The incumbent Pir of Baba and Bhit islands handles the religious and social affairs of the island


Minerwa Tahir November 08, 2015
Independent researcher Rabia Zafar, writer Aslam Khwaja and Habib University assistant professor Dr Hasan Ali Khan share their insight about Karachi’s sea and air.

KARACHI:


The Baba and Bhit islands of Karachi are mostly inhabited by the Kutchi community. The islands were originally inhabited by the Sindhi Mohanas, who are still living there. Nonetheless, the most important thing about the islands is the office of the pir.


These views were shared by Dr Hasan Ali Khan, an assistant professor at the school of arts, humanities and social sciences of Habib University, on the third day of the Third International Karachi Conference at Arts Council of Pakistan on Sunday.

Khan spoke in detail of how the current pir took charge of the office. “The office of the pir plays the most important role in the social and religious organisation or hierarchy of the island,” said Dr Khan.

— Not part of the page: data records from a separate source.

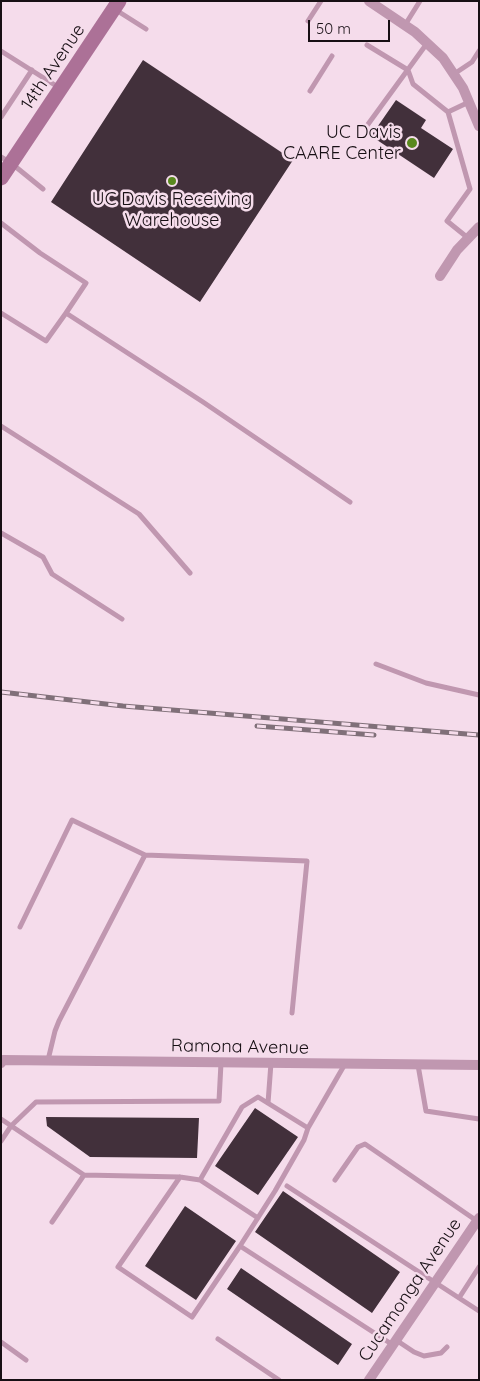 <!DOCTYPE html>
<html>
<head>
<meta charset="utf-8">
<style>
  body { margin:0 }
  #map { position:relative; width:480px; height:1381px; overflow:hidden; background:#f5dceb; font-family:Quicksand,sans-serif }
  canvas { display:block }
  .frame { position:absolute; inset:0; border:2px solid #170f14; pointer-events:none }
  .scale { position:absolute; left:308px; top:20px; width:82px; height:22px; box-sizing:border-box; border:2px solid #170f14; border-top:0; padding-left:6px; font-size:15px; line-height:18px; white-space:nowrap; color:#170f14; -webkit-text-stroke:4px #f5dceb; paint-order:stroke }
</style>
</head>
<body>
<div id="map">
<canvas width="480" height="1381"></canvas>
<div class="frame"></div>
<div class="scale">50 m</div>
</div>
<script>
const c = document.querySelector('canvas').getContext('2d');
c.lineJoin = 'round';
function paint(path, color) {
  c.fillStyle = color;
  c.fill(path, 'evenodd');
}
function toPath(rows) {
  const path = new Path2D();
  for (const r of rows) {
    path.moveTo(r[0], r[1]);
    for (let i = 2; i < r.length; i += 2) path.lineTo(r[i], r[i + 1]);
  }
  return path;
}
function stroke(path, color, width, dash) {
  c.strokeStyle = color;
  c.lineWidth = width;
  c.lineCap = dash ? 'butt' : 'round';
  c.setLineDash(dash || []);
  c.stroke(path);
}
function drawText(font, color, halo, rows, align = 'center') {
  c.font = font + ' Quicksand,sans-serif';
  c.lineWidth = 5;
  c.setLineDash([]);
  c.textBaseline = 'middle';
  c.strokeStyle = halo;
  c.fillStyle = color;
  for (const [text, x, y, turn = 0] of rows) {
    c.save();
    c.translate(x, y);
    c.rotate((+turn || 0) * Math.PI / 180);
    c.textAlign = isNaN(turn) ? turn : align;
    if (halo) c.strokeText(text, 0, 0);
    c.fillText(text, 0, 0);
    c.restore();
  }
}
paint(toPath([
  [143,60,293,160,200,302,51,202],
  [396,100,426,120,421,128,453,149,434,178,371,136],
  [255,1108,298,1137,258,1195,215,1166],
  [46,1117,199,1118,197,1158,90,1157,47,1126],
  [283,1191,400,1272,372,1313,255,1232],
  [185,1206,236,1241,196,1300,145,1266],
  [241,1268,352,1344,338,1365,227,1289]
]), '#42303b');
stroke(toPath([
  [116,10,146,29],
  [308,21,321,1],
  [405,25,420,1],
  [367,45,408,70,413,84,448,112,470,189,447,221,468,238],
  [1,51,58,87],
  [454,74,472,62,479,51],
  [310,91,332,56],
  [448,112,469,102],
  [1,117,32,70],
  [366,127,428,42],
  [1,157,11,163,43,189],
  [1,223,40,253,86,283,66,313,203,402,350,502],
  [1,313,46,341,66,313],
  [1,426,139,514,190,573],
  [1,533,43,557,52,574,122,619],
  [376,664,426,683,479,695],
  [145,855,307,861,292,1013],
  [20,927,72,820,145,855,59,1021,55,1031,48,1060],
  [418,1065,426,1111,479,1119],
  [268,1103,271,1063],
  [1,1119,84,1175,180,1177,200,1180,258,1218],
  [1,1141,11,1126,36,1102,219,1101,221,1063],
  [180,1177,118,1267,192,1317,240,1246,275,1191,304,1140,308,1128,345,1064],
  [200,1180,242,1107,258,1097,308,1128],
  [335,1180,358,1147,365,1144,477,1221],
  [287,1186,479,1311],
  [52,1222,84,1175],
  [240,1246,393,1345],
  [459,1298,479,1267],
  [218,1339,279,1380],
  [396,1340,414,1352,424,1356,441,1353,447,1347],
  [1,1342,26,1360]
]), '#c097b0', 5);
stroke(toPath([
  [369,1,415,32,443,58,463,88,479,126],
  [440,276,457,250,479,227],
  [1,1063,3,1060,479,1065],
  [369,1380,479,1218]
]), '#c097b0', 10);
stroke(toPath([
  [1,178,119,1]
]), '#ac7197', 15);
const rail = toPath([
  [1,692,123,706,479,735],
  [257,726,374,735]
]);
stroke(rail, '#807079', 5);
stroke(rail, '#f5dceb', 3, [9]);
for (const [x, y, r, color] of [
  [412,143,6,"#59891e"],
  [172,181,5,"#59891e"]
]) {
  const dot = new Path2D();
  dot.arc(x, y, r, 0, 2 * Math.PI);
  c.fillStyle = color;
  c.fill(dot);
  stroke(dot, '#f5dceb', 2);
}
drawText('18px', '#170f14', '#f5dceb', [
  ["14th Avenue",53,67,-56],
  ["Ramona Avenue",240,1047,1],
  ["Cucamonga Avenue",410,1290,-56]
]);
drawText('18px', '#170f14', '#f5dceb', [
  ["UC Davis",401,133],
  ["CAARE Center",401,154],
  ["UC Davis Receiving",172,200,"center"],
  ["Warehouse",172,221,"center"]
], 'right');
</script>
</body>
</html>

The pir, 38-year-old Syed Shabbir Hussain Shah of the Qadiri Sufi order, sits on the larger island, which is the Baba Island, with a population of 17,000. Before him, the office was held by Syed Mehmood Shah Gilani, who is popularly known as Baba Saeen, added Dr Khan. When he died in 1992, his son, Abdul Qadir, and nephew, Shamsuddin, were nominated to succeed him. “Both refused to be the next pir,” narrated Dr Khan. Shabbir, who was 14 at the time, was nominated but refused to take charge of the office as he was very young.



For two years, the office remained vacant, after which, he was again nominated after a series of dreams seen by his father and uncle who saw the deceased Baba Saeen. “So, he very reluctantly accepted to be the pir in his teens,” said Dr Khan. “But he did not know what to do because he was not brought up to be the pir and he was not trained in the spiritual sciences that would give him the power to be a pir.”

Dr Khan said that according to Shabbir and the community, Baba Saeen’s soul began instructing him about the spiritual sciences and he eventually became proficient. “Initially, he didn’t know what to do,” he said. “It’s the irony of his life as he wasn’t trained to do this. And he didn’t take the money or the offerings that the followers would give him. After his sequence of dreams, he started taking the offerings.”

According to Dr Khan, in all this time, the personality of the dead man, Baba Saeen, looms ever large over the island. He said that Shabbir followed the same structure in religious organisation that prevailed at the time of Baba Saeen. “Every Friday, his followers come to him and confess their sins,” he said. “And their next duty is to get rid of the wrong or the sin.”

The other two speakers at the event were independent researcher and public historian Rabia Zafar and writer Aslam Khwaja. Zafar focused on her topic, ‘Linking Karachi via Air and Sea’, by talking about the different airlines and shipping lines pertaining to the city. She talked about Orient Airways, Pak Air and Pakistan International Airlines Corporation among others. She also showed images of aircrafts, ships, timetables and advertisements during her 20-minute presentation. Meanwhile, Khwaja talked about Karachi’s role in the freedom fight against British rule in 1946. He focused on the topic considering that next year, the freedom fight will complete its 70 years.

Published in The Express Tribune, November 9th, 2015.